---------- Supplied information

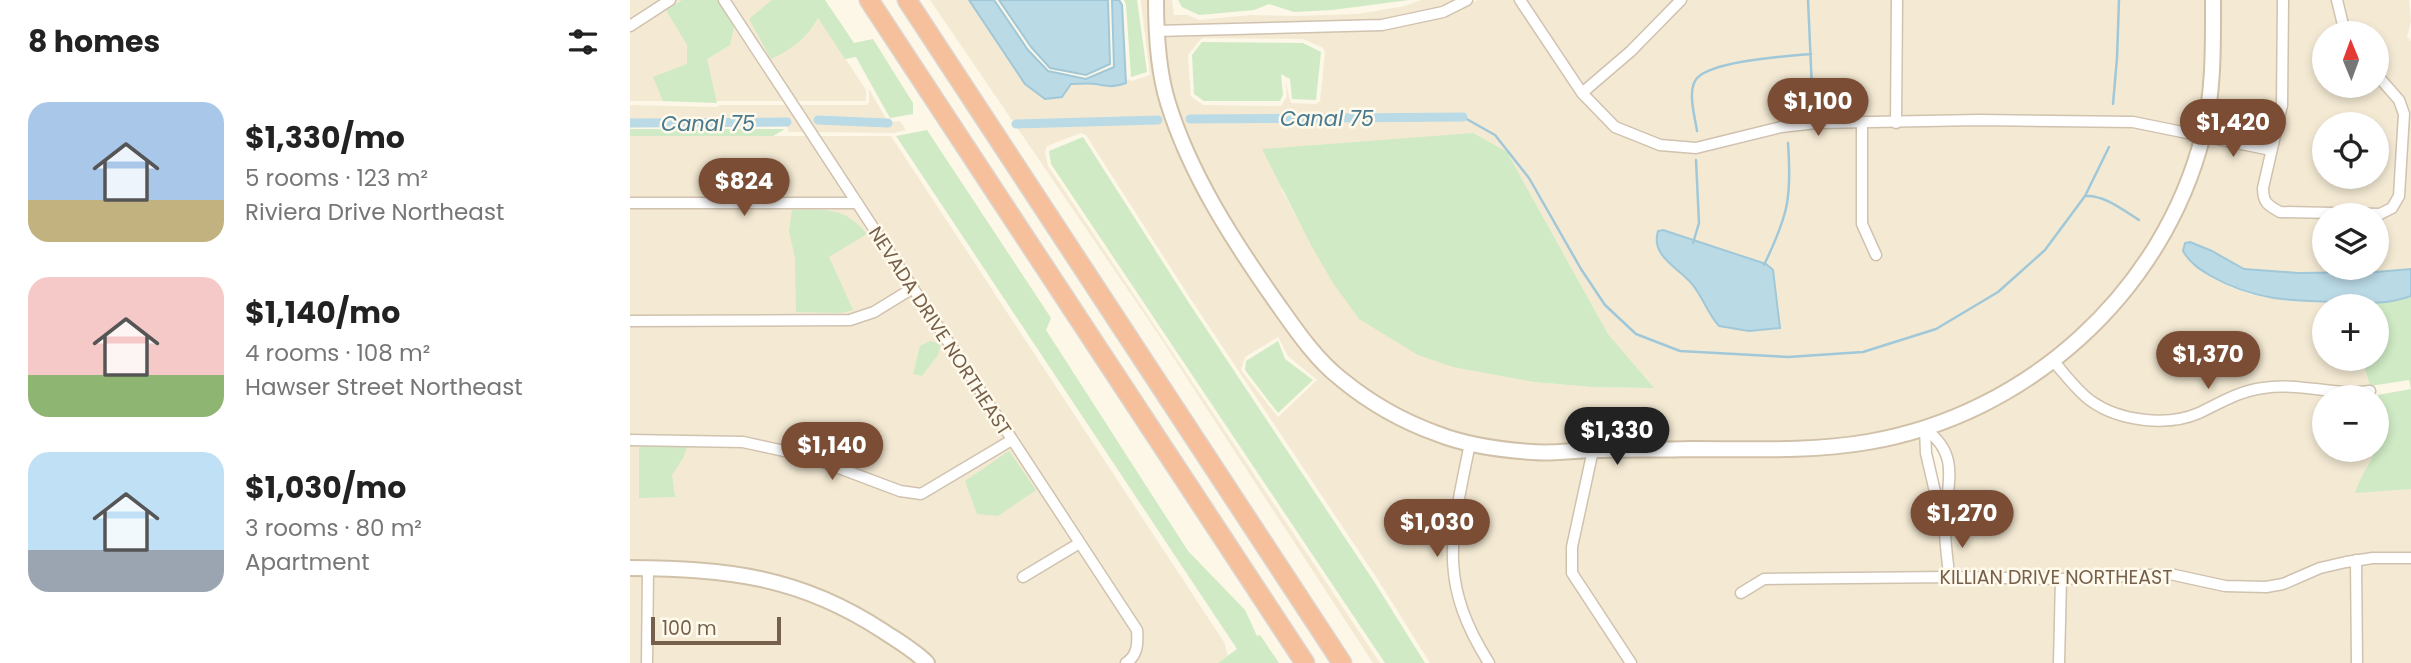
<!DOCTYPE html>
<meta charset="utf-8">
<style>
body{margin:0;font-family:Poppins,sans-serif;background:#f2f2f2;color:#222;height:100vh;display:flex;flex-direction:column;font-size:26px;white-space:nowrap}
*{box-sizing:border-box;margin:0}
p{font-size:23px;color:#767676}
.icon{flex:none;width:38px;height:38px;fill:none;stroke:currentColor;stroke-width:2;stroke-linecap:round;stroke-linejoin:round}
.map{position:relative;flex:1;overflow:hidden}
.sheet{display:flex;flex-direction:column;background:#fff;width:630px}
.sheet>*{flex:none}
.needle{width:46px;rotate:359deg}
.buttons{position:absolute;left:1682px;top:21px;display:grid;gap:14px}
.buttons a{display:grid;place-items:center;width:77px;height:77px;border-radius:50%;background:#fff;box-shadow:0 4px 10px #0003;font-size:35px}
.scale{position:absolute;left:21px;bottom:18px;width:130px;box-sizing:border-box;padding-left:7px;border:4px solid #76604b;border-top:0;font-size:19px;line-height:24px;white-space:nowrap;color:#76604b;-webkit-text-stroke:5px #fffaec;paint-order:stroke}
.price{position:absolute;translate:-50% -60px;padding:0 16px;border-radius:24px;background:#7a4d34;color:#fff;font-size:23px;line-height:46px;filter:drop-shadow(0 2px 4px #0008)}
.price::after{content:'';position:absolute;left:50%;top:42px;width:21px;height:16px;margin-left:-10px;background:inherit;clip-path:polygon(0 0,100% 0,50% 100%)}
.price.selected{background:#222;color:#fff}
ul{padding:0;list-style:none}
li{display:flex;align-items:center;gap:21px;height:175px;padding:0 28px}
li span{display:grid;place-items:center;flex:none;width:196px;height:140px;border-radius:21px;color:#555}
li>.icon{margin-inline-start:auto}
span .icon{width:84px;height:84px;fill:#fffc;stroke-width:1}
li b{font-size:30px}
h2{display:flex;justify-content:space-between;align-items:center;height:84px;padding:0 28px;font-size:30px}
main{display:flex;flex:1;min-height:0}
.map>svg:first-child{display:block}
</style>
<main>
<section class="sheet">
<h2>8 homes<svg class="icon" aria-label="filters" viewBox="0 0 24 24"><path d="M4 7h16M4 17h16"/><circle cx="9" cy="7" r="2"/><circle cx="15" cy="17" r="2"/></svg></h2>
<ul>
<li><span style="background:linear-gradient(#a9c7e8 70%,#c2b280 0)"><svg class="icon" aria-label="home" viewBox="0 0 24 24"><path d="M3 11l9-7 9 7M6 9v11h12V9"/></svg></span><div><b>$1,330/mo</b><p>5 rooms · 123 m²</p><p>Riviera Drive Northeast</p></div></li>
<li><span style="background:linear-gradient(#f6c9c9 70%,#8fb573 0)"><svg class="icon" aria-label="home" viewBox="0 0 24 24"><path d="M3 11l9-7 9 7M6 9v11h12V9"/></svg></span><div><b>$1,140/mo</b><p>4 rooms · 108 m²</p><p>Hawser Street Northeast</p></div></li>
<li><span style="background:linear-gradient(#bfe0f5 70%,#9aa5b1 0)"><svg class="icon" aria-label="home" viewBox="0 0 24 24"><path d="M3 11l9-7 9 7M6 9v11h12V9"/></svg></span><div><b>$1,030/mo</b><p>3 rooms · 80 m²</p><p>Apartment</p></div></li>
</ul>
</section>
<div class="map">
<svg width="1781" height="663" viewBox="0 0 1781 663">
<rect width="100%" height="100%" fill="#fcf7e6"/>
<!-- residential -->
<g fill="#f4ead4" fill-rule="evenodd">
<path d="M0,0H177L236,90V101H0Z"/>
<path d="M300,0H339L395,84H466L475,87L496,83L497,79L502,81L520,75L511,3V0H521L522,35L564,180L695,372L835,446L819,527V581L830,619L853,663H800L748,580L560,298L456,135L451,133L417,146L415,151L418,166L750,663H743L528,334ZM648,337L658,356L687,380L648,417L611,370L615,357Z"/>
<path d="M530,0H542L544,15H558L569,20L621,15L664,16L727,14L775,6L791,0H826L795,12L751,20L531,26Z"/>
<path d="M848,0H885L951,99L982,131L1066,153L1152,132L1187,128L1228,127V227L1245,262L1252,257L1236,223L1237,127L1350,125L1503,127L1566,140L1547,194L1502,274L1424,355L1375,387L1295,423L1237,437L1182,444L904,447L841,438L810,430L761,407L713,375L671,330L634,277L572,176L543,102L531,36L752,30L814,17ZM572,38L673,39L693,48L695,52L690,101L686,104L661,103L655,81L657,96L651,106L573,105L561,96L558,55ZM877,152L978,334L1023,388L962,387L904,382L703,283L651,189ZM1033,230L1136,264L1148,310L1149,323L1145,330L1097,329L1079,314L1061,282L1036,259L1027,245L1026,238Z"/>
<path d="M896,0H1044L999,47L953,86Z"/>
<path d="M1057,0H1262L1261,118L1186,117L1150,122L1066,143L1031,140L988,123L959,93L1004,55Z"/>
<path d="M1271,0H1578L1579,59L1569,131L1503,117L1270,118Z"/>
<path d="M1587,0H1779L1781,21L1777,37L1781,41V269L1746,272L1668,273L1614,269L1599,262L1572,270L1601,287L1623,295L1646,299L1716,302L1717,306H1694V359H1732L1740,386L1726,388L1676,382H1642L1596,393L1564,409L1531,416L1499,413L1463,397L1431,362L1483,311L1575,142ZM1694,33H1746V86H1694ZM1694,124H1746V177H1694ZM1694,215H1746V268H1694Z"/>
<path d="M239,89L258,122L270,121L276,130L264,133L186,132L168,105H237L239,102Z"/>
<path d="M0,105L87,107L90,105H157L175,132H158V128L155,125H0Z"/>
<path d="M0,136H261L594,642L598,656L588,663H0Z"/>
<path d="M1423,368L1459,406L1497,422L1513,425L1532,426L1566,419L1600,402L1631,393L1664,392L1714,397H1694V450H1745L1725,492L1781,489V553H1743L1716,557L1689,564L1652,579L1635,582L1596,581L1540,569L1429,574L1323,572L1320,526L1324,459L1314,438L1305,430L1379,396Z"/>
<path d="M1291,435L1310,527L1314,572L1294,573V583L1319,581L1429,584L1540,579L1595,591L1636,592L1655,588L1691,573L1717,567L1744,563H1781V663H1006L946,572L947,548L966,455Z"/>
<path d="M843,448L957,455L938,546L937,573L995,663H864L838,615L831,592L826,556L828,529Z"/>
</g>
<!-- green -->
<g fill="#cfeac4">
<path d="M52,0H87L104,27L100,45L77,59L87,103L33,101L23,77L57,64V45L36,10Z"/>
<path d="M142,0H195L224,43L243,39L283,103V114L260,118L226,57L215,59L188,18C177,38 162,49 141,59L119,19Z"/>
<path d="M494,0H507L517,72L501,77L496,4Z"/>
<path d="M548,0H779L702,10L664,12L639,4L624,10L569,15L552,7Z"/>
<path d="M572,42L673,43L691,52L686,100L662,99L660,79L651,74L653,95L650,101H574L564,94L562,55Z"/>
<path d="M0,129H155L143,136H0Z"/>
<path d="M297,130L421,318L416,330L558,551L615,610L627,636L630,635L649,663H588L607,649L266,136Z"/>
<path d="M843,133L877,152L978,334L1024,388L962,387L904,382L823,367L788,355L729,319L703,283L681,245L632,149Z"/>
<path d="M453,137L557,300L745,583L795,663H755L421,164L419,151Z"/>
<path d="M162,210C195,210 214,206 237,234L199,257L223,310L211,313L166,312L165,258L159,231Z"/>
<path d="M1781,296V489L1725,493C1732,471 1751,448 1752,428C1753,417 1750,405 1748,395L1781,389L1779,380L1740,386L1732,359H1746V306H1717L1716,302L1745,304Z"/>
<path d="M300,341L311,344L308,355L292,376L283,374L290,346Z"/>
<path d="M648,341L655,359L683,380L648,413L615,370L616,361Z"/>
<path d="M13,446L57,447L53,458L42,475L45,497L9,498V448Z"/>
<path d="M379,451L406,490L368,516L347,514L335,481Z"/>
</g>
<!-- water -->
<g fill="#badae6" stroke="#a0c8d8" stroke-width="2">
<path d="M339,0H364L398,50L418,71L456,79L484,67L482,0H489L492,5L496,83C484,88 477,86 466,84C458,83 449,84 441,84L432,97L415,99L395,84Z"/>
<path d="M369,0H478L480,64L456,75L420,68L401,47Z"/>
<path d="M1033,230L1136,264L1143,270L1150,328L1119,331L1089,326C1077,313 1073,297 1062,284C1049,268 1020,256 1028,231Z"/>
<path d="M1560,242L1582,251L1614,269L1668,273L1746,272L1781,269V296C1757,305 1736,303 1712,302C1662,301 1625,301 1581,276C1569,269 1560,263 1553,251L1555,243Z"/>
</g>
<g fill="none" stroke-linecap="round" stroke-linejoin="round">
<!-- stream -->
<g stroke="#a0c8d8" stroke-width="2.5">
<path d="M1178,0L1183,111"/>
<path d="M1483,104L1487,58L1489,0"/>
<path d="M833,117L865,135L899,178L951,269L975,305L1006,334L1050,351L1158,357L1233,352L1306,329L1368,292L1415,250L1455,196L1479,147"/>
<path d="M1067,131C1065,117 1058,94 1065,81C1075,61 1158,56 1181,54"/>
<path d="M1456,196C1475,195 1494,211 1509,220"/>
<path d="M1063,243L1069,223L1066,160"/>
<path d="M1134,265C1158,215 1162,198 1158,143"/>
</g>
<!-- canal -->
<g stroke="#badae6" stroke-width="9">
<path d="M560,119L833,117"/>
<path d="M188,120L258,123"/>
<path d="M0,123L157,122"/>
<path d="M386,124L528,120"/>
</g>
<defs>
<g id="street">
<path d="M94,0C232,210 368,421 507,630C508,643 508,655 496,663"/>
<path d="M890,0L952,93L985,127L1030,145L1066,148L1151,127L1186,123L1350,120L1503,122L1641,150"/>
<path d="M1653,0L1652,105L1633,188C1633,202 1637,205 1650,212L1750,214L1762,208L1769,196L1774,114L1769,100L1746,74"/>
<path d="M1707,0L1715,33"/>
<path d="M0,26L40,0"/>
<path d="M526,31L752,25L813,12L837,0"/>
<path d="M952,93L1001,51L1051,0"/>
<path d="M1232,122V224L1246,255"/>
<path d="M1266,123L1267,0"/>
<path d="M0,203H227"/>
<path d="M0,321L220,320L244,312L283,288"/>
<path d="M1424,362C1435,374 1447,391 1461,401C1489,421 1537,427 1569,413C1590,403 1609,391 1633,388C1669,382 1704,396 1740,391"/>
<path d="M1295,429C1331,455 1317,483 1315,522C1314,540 1318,559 1319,577"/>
<path d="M1295,429L1296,453L1312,522"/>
<path d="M0,440L113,442L177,456L270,491L291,494L380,441"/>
<path d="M840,443C822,534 806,579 859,663"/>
<path d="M963,450L942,547V573L1001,663"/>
<path d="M1726,560L1727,663"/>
<path d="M393,577L448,544"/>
<path d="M1111,593L1134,579L1319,577L1431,579L1540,574L1595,586L1636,587L1653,584L1690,568L1716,562L1743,558H1781"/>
<path d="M17,663L18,568"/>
<path d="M1429,663L1431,579"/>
</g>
<g id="secondary">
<path d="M526,0C526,34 528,71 538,103C560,174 602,239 644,299C664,327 684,358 711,379C739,402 774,422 808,434C836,445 872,450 902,452C923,454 945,450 966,450C998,449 1030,450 1062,449C1120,449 1180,452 1238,442C1397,415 1533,293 1573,135C1584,91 1583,45 1583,0"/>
<path d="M0,568C98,569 169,576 253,631C268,641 284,650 297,663"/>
</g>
<g id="highway">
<path d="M239,0L675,663"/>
<path d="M277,0L712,663"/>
</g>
</defs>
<!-- street casing -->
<use href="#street" stroke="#d0c2af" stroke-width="13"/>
<!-- secondary casing -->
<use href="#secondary" stroke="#d1c1a9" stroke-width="18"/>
<!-- highway casing -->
<use href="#highway" stroke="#dbd6d0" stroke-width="21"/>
<!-- street -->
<use href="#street" stroke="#fff" stroke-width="10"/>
<!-- secondary -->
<use href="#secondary" stroke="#fff" stroke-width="14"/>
<!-- highway -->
<use href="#highway" stroke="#f6c09d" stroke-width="18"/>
</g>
<g text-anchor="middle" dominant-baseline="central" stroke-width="5" stroke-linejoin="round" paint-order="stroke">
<!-- street labels -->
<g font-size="19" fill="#76604b" stroke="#fffaec">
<text transform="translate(310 331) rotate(57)">NEVADA DRIVE NORTHEAST</text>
<text x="1426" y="577">KILLIAN DRIVE NORTHEAST</text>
</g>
<!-- water labels -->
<g font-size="21" font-style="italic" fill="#477a90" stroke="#fffaec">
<text x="697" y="118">Canal 75</text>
<text x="78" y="123">Canal 75</text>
</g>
</g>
</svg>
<div class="buttons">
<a><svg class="needle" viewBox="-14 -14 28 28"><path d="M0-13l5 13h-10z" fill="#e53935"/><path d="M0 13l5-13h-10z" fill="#767676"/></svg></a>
<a><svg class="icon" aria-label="locate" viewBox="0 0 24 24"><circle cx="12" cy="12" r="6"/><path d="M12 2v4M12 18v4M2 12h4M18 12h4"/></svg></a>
<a><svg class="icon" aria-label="layers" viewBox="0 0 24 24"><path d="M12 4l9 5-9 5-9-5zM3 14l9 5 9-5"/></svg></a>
<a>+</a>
<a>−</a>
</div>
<div class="scale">100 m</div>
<b class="price" style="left:1188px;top:138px">$1,100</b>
<b class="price" style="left:1603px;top:159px">$1,420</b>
<b class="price" style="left:114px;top:218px">$824</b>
<b class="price" style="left:1578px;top:391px">$1,370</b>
<b class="price selected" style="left:987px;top:467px">$1,330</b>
<b class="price" style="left:202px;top:482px">$1,140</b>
<b class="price" style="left:1332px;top:550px">$1,270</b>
<b class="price" style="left:807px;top:559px">$1,030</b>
</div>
</main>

--------------------

Work order: Wherever the string "absolute" appears in a line above, copy that line.

Solved problem:
.buttons{position:absolute;left:1682px;top:21px;display:grid;gap:14px}
.scale{position:absolute;left:21px;bottom:18px;width:130px;box-sizing:border-box;padding-left:7px;border:4px solid #76604b;border-top:0;font-size:19px;line-height:24px;white-space:nowrap;color:#76604b;-webkit-text-stroke:5px #fffaec;paint-order:stroke}
.price{position:absolute;translate:-50% -60px;padding:0 16px;border-radius:24px;background:#7a4d34;color:#fff;font-size:23px;line-height:46px;filter:drop-shadow(0 2px 4px #0008)}
.price::after{content:'';position:absolute;left:50%;top:42px;width:21px;height:16px;margin-left:-10px;background:inherit;clip-path:polygon(0 0,100% 0,50% 100%)}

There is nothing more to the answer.